Lucent baut Festnetz im Irak auf
Lucent ist vom Engineering-Unternehmen Bechtel mit einem 25-Mio.-USD-Autrag betraut worden, um Teile des Festnetz-Backbones im Irak [wieder-]aufzubauen.
Dabei sollen irakische Mitarbeiter und Ingenieure in den Aufbau stark eingebunden werden, um nach Fertigstellung des Netzes dieses eigenständig betreiben zu können.
Darüber hinaus plant das US-Unternehmen ein Programm für das irakische Telekommunikationspersonal zu etablieren. Mit diesem Schulungsprogramm sollen sowohl Mitarbeiter der "Iraqi Telephone and Post Company" [ITPC] als auch von lokalen Anbietern in der Lage sein, die Übertragungen des Netzwerks unabhängig zu gewährleisten, berichtet das Unternehmen in einer Pressemitteilung.

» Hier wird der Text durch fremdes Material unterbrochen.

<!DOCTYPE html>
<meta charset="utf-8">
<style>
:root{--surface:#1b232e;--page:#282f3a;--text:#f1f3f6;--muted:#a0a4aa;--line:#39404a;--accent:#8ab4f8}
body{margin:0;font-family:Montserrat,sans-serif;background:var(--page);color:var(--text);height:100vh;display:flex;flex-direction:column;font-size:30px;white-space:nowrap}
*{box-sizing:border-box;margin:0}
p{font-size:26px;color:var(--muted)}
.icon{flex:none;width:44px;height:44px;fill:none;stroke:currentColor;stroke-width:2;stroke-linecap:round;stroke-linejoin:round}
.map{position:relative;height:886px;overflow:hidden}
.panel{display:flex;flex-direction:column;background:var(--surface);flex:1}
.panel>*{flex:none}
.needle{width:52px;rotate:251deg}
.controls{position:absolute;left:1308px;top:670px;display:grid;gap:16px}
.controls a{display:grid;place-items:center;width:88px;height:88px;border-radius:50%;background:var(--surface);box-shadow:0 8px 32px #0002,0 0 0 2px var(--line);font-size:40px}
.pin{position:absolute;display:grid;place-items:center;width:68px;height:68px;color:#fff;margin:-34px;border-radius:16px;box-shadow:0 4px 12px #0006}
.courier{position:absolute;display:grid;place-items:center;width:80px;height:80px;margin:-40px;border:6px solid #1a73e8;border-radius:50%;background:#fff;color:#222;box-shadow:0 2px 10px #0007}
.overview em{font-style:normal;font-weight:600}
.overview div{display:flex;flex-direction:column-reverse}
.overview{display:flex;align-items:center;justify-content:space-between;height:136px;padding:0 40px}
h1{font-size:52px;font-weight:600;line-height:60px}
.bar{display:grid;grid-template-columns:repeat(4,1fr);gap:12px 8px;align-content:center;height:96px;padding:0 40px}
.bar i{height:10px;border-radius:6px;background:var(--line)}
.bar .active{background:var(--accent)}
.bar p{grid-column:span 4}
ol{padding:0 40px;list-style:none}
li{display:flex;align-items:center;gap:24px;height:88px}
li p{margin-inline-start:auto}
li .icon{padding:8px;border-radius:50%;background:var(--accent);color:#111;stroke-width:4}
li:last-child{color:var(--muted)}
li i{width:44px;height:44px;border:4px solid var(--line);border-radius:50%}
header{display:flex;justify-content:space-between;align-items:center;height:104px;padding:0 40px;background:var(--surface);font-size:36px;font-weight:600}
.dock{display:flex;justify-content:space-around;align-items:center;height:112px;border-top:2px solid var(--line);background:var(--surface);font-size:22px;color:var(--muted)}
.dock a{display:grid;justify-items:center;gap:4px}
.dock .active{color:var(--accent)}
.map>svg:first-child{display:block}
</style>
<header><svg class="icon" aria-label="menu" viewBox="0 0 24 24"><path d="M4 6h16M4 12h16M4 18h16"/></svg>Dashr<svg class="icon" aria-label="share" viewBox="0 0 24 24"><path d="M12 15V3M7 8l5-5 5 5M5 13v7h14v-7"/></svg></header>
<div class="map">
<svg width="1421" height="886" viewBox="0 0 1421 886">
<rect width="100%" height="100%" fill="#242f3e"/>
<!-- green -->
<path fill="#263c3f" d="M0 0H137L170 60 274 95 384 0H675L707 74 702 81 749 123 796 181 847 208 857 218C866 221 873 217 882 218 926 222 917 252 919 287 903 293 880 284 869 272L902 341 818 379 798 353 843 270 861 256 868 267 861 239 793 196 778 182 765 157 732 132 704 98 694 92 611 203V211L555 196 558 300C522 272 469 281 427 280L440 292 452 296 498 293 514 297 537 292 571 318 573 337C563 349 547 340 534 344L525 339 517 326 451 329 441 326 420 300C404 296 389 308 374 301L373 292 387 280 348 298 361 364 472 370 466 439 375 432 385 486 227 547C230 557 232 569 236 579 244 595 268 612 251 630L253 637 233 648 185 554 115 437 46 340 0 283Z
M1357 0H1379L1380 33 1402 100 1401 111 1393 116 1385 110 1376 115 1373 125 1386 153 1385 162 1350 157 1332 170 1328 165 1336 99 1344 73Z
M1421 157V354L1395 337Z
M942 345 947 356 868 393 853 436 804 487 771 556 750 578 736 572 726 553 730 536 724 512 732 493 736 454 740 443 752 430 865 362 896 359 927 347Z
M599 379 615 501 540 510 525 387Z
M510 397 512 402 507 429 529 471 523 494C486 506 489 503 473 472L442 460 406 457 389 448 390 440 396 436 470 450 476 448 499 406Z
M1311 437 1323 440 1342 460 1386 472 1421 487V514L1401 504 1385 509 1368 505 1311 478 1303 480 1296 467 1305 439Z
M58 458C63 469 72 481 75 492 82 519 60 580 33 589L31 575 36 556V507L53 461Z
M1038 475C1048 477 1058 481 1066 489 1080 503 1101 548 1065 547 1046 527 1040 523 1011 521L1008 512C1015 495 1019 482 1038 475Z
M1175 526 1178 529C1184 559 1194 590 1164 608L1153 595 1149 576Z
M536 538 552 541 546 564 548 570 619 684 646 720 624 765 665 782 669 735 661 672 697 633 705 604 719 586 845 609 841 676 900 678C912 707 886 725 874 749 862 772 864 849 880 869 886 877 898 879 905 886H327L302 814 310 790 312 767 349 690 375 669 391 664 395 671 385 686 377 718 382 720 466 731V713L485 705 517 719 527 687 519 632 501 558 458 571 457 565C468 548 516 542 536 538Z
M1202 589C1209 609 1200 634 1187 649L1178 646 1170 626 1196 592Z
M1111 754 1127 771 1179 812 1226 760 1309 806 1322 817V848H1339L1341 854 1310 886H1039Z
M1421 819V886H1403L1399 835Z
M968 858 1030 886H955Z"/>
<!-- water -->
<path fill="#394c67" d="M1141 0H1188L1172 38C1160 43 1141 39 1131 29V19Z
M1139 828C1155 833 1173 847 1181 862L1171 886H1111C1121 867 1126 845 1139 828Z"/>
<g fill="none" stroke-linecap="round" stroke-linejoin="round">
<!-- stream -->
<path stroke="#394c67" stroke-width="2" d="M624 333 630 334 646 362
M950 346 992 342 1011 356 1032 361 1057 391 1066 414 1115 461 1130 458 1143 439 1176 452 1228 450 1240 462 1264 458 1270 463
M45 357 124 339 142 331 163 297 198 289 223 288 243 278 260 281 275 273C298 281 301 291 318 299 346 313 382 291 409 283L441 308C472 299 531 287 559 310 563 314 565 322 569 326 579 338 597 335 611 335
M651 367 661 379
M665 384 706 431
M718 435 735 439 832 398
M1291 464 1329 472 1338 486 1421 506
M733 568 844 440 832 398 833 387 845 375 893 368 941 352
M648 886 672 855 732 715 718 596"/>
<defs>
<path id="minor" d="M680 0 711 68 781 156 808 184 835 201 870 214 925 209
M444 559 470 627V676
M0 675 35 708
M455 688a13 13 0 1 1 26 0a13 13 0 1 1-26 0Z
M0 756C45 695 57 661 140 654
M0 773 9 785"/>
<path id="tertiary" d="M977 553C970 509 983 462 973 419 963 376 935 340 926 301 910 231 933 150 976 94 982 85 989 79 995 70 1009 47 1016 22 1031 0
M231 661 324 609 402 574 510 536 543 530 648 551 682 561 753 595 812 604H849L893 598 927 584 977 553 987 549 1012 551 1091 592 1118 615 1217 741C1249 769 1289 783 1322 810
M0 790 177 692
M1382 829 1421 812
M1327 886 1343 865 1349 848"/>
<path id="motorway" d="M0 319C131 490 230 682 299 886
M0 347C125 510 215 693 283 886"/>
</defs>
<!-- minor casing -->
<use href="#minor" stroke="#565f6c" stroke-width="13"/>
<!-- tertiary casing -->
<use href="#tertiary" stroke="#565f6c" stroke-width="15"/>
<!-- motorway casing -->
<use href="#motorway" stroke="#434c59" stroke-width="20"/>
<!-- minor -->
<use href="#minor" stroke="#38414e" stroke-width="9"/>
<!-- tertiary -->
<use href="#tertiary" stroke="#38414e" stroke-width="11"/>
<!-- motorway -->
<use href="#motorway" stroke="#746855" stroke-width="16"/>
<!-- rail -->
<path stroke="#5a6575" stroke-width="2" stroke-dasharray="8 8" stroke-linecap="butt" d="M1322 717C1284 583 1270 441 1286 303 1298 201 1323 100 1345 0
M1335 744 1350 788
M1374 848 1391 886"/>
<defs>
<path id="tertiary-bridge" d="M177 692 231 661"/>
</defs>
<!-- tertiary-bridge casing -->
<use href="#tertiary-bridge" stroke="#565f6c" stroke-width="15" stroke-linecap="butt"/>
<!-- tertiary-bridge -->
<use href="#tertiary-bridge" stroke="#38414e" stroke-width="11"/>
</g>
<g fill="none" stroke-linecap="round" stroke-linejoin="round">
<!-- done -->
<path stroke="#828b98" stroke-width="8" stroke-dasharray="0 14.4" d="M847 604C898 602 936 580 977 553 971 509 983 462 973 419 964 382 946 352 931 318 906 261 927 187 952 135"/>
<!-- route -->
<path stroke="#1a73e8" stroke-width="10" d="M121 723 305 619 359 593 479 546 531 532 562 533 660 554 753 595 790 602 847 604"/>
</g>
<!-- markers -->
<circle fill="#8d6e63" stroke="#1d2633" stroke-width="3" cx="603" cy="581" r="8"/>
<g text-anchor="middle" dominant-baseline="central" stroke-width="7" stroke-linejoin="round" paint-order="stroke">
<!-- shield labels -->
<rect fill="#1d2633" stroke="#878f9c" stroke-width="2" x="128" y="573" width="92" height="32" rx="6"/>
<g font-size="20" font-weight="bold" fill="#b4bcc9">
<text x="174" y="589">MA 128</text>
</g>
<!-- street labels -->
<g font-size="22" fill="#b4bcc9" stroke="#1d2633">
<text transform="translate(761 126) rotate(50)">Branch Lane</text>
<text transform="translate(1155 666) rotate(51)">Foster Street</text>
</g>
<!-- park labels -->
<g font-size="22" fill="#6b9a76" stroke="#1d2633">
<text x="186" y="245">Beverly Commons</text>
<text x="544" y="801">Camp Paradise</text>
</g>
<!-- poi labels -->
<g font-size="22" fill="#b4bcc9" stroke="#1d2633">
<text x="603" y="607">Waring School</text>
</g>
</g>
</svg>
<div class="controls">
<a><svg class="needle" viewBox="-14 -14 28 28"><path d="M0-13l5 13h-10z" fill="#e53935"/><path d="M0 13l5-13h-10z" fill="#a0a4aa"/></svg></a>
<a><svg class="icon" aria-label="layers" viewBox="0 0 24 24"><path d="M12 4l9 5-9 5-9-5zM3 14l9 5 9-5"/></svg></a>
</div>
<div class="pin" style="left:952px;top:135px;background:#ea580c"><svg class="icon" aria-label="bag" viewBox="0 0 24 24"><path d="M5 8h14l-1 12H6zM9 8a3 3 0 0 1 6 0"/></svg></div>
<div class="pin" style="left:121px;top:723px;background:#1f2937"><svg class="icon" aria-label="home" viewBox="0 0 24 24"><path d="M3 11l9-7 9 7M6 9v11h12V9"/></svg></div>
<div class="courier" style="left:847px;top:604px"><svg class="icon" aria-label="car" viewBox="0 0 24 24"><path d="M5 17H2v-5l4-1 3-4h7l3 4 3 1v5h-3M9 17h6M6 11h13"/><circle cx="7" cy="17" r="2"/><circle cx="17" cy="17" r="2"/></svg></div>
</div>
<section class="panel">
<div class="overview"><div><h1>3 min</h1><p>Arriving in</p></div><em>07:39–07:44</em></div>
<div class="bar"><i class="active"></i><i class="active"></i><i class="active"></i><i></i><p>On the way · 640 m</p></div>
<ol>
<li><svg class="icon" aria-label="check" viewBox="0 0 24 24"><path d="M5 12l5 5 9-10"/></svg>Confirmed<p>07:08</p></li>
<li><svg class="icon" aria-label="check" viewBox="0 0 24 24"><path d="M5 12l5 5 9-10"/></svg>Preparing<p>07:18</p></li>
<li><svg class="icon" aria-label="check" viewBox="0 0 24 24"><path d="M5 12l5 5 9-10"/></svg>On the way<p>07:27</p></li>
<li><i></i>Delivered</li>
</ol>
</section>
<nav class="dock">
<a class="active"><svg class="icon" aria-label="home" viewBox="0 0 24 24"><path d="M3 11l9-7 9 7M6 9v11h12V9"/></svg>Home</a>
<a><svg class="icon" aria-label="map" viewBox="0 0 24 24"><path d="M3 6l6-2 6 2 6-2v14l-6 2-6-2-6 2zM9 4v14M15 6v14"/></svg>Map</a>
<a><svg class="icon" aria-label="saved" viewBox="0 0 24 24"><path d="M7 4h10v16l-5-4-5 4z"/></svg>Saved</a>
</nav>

US-Handysystem für den IrakHalbes Netz zerstört
Vor dem Irak-Krieg verzeichnete die ITPC bis zu 1,1 Mio. Teilnehmer im irakischen Festnetz. Derzeit sind rund 240.000 Telefonleitungen von insgesamt 540.000 nicht mehr in Betrieb, da diese durch den Krieg beschädigt wurden.
Um die volle Netzwerkkapazität in Bagdad wiederzuerlangen, will Lucent sowohl mit Mitarbeitern von ITPC als auch von lokalen Anbietern zusammenarbeiten.
Der Lucent-CEO für den Nahen Osten und Afrika, Phillip Rosenthall, sagte, dass Lucent sowohl im Bereich der Sprach- und Lichtwellenleiterübertragung als auch beim Design und dem Einsatz des Kommunkationsnetzes Unterstützung biete.
Lucent wird im Rahmen dieses Auftrages 13 "Central Office"-Switches und Technologie für die Lichtwellenleiterübertragung und das Netzwerkverwaltungssystem liefern, das für die High-Speed-Übertragung von Sprach- und Datenmengen entwickelt wurde. Darüber hinaus setzt Lucent auf seine Systemlösungen wie die "5ESS-Very Compact Digital Exchange"-Switches [VCDX], das "Metropolis ADM Multiservice Mux" und das "Navis Network Management"-System. Zusätzlich bietet das US-Unternehmen Unterstützung mittels seiner "Worldwide Services", die im Bereich der Installation, der Systemoperation und -instandhaltung Support leisten sollen.